Retrieve every line from the records in which the word "drawer" occurs.

• • •

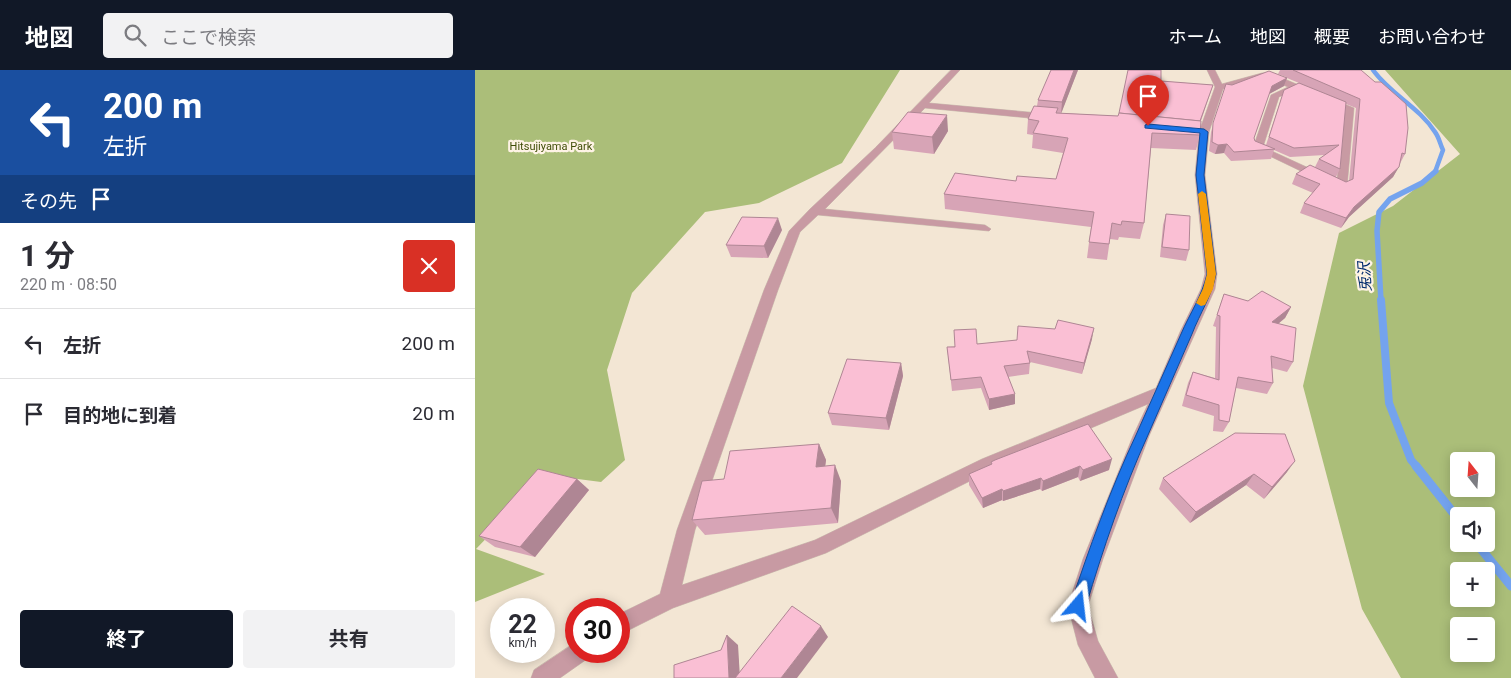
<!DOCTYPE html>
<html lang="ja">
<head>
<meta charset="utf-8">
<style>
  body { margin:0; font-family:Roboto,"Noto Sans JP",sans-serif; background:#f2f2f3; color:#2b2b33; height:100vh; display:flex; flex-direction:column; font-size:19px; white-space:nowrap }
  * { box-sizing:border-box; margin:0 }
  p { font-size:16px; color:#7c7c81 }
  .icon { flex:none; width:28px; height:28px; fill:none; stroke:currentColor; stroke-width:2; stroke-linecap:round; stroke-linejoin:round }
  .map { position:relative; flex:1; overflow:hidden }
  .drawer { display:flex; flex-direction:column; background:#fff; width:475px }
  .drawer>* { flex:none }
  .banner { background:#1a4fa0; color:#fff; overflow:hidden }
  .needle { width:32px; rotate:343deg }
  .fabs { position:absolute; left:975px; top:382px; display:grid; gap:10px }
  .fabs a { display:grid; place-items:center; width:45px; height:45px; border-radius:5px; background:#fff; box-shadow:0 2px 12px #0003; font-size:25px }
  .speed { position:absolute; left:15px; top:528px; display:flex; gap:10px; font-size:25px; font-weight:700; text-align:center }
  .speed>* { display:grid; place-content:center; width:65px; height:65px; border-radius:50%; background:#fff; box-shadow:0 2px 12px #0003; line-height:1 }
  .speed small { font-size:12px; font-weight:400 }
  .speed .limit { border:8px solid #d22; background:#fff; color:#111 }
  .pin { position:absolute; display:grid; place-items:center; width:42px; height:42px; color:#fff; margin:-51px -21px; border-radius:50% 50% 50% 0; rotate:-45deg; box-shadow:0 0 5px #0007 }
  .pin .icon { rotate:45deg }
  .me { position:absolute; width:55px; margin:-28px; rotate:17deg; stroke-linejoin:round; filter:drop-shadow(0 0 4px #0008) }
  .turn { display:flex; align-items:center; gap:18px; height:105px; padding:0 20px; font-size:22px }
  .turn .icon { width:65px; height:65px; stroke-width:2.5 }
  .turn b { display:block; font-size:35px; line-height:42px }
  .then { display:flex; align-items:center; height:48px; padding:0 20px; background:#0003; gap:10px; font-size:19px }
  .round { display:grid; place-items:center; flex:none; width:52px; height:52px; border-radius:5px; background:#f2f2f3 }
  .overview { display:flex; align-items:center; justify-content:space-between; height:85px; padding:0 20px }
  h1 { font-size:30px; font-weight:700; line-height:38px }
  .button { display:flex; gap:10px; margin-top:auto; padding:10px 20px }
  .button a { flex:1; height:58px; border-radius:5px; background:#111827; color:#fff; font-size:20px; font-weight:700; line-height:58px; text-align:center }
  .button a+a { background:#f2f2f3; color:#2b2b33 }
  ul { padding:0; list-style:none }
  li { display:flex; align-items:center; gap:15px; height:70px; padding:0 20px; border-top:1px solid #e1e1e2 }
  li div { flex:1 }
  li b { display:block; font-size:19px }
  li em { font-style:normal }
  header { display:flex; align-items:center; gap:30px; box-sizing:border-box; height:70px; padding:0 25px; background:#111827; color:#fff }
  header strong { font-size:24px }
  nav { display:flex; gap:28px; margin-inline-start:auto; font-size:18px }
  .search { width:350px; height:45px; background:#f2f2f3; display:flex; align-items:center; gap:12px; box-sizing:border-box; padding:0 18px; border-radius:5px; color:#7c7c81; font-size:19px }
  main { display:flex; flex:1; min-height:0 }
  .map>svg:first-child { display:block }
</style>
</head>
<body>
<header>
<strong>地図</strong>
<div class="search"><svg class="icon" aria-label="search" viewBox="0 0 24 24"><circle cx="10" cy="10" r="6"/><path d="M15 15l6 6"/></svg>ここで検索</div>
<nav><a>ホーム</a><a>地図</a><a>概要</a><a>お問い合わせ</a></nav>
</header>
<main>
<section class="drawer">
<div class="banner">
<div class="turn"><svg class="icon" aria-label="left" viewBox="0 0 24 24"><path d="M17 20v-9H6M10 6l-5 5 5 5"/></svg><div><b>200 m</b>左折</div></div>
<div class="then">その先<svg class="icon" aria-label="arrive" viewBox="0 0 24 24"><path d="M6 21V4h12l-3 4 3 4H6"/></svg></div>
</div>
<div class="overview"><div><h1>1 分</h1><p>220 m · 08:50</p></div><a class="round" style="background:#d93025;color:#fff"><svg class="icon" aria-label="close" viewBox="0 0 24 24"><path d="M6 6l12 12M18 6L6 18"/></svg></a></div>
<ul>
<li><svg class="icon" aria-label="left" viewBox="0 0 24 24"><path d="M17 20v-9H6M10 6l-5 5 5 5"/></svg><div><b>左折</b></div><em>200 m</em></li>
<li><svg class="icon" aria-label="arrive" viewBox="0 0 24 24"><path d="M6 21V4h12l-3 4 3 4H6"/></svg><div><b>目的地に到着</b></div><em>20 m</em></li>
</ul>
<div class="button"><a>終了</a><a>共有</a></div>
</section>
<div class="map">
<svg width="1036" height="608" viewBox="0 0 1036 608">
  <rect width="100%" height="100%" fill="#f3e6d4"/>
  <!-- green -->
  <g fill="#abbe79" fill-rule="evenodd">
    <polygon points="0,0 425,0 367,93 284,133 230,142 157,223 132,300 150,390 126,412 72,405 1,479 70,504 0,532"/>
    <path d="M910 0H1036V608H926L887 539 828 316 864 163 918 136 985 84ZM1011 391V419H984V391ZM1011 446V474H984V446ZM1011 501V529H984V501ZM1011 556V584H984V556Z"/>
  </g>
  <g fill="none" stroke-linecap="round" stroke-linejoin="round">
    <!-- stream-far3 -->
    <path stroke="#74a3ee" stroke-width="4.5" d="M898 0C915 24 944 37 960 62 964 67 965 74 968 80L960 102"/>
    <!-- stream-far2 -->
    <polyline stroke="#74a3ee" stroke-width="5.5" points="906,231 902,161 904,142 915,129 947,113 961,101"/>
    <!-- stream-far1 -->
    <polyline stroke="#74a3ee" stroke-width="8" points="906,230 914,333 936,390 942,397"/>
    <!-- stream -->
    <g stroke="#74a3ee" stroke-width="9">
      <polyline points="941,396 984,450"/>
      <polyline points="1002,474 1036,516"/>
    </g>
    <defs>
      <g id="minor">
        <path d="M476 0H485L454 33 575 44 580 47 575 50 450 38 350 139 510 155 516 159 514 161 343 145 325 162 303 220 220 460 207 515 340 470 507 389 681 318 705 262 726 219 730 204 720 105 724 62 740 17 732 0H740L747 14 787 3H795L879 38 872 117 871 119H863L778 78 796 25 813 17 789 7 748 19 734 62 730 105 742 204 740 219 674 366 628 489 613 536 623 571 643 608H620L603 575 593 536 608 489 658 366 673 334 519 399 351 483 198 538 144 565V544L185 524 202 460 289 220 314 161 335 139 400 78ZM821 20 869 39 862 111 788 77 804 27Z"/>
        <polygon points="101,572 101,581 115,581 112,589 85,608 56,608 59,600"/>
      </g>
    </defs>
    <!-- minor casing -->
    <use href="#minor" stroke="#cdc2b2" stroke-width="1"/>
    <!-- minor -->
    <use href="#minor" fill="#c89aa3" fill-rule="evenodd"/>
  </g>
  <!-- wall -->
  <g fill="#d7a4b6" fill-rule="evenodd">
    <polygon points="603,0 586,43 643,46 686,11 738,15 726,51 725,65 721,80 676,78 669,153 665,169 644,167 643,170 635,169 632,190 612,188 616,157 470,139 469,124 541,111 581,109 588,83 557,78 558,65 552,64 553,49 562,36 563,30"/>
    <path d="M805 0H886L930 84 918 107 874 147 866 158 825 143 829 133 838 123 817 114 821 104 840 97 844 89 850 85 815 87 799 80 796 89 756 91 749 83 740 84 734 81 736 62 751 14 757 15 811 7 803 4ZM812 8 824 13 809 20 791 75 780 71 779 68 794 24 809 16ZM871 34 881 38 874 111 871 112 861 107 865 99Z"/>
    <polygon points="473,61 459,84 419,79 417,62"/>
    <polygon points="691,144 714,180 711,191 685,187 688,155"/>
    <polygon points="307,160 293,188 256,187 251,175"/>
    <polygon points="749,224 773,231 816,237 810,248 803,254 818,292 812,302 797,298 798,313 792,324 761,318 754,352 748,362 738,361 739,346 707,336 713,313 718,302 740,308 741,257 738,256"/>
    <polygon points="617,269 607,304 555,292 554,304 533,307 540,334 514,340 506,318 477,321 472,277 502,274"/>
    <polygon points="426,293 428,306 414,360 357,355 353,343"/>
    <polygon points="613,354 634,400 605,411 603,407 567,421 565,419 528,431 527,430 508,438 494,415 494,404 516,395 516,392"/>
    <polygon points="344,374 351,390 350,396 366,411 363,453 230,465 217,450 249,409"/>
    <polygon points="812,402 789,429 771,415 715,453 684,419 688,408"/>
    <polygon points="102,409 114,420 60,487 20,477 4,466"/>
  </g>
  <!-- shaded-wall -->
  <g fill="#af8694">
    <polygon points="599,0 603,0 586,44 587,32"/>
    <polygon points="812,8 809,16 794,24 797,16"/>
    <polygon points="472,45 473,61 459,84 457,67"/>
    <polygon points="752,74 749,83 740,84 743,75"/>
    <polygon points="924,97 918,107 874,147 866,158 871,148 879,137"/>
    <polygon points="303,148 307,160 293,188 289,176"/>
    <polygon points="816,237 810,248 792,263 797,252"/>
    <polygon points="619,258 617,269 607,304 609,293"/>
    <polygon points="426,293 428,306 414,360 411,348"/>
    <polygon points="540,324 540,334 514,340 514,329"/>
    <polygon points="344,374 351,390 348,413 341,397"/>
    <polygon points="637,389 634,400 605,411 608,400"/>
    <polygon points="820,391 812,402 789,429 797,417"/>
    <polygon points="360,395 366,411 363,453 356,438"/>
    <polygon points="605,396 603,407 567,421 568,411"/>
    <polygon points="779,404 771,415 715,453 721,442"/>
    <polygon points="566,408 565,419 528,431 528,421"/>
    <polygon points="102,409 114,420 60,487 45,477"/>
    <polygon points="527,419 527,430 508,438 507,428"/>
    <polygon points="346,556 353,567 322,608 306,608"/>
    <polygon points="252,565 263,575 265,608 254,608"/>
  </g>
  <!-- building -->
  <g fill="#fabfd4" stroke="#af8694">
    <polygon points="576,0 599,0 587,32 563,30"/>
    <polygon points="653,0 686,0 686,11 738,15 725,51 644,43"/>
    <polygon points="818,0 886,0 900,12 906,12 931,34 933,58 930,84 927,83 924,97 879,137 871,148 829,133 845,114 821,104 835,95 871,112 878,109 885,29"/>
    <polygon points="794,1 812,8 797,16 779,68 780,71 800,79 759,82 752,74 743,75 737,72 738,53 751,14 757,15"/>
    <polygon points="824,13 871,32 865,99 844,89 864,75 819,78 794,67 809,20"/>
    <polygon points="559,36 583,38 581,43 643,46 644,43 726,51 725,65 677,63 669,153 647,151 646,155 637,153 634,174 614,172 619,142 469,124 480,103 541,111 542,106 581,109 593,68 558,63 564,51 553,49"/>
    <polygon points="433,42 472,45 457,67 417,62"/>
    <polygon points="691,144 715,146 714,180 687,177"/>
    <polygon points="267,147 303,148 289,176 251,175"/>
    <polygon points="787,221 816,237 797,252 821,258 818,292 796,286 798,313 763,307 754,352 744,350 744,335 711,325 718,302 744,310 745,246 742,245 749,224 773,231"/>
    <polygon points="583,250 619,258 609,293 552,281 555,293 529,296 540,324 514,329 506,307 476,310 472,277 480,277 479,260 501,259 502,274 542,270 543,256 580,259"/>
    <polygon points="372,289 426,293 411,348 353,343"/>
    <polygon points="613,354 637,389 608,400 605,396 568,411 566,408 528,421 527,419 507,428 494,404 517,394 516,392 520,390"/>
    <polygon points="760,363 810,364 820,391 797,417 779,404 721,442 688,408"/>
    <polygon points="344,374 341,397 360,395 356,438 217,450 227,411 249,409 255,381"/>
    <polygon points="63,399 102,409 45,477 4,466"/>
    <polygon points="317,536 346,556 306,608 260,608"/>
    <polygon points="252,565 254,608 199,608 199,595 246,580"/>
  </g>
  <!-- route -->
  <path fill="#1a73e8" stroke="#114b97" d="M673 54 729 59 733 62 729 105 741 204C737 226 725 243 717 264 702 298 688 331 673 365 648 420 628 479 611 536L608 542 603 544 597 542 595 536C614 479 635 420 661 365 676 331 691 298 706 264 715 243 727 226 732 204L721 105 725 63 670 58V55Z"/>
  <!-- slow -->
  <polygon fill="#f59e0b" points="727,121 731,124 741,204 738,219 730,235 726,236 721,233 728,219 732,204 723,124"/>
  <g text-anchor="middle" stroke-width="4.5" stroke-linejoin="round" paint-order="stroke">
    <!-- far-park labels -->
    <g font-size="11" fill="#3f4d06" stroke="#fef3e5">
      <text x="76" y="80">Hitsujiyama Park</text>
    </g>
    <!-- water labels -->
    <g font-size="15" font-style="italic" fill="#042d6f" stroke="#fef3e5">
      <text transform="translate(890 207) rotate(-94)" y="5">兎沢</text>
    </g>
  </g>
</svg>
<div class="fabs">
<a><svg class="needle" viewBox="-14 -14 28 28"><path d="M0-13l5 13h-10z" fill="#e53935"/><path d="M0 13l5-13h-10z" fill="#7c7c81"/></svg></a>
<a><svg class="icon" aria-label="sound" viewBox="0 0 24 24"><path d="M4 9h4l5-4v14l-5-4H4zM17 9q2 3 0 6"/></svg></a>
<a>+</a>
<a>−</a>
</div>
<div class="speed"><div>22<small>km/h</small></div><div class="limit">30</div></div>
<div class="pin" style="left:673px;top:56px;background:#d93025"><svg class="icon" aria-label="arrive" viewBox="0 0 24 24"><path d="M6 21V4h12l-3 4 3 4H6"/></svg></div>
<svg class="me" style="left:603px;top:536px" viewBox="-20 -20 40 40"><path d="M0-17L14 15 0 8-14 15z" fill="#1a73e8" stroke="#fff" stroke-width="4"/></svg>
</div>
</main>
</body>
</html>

• • •

• **Answer section**:
  .drawer { display:flex; flex-direction:column; background:#fff; width:475px }
  .drawer>* { flex:none }
<section class="drawer">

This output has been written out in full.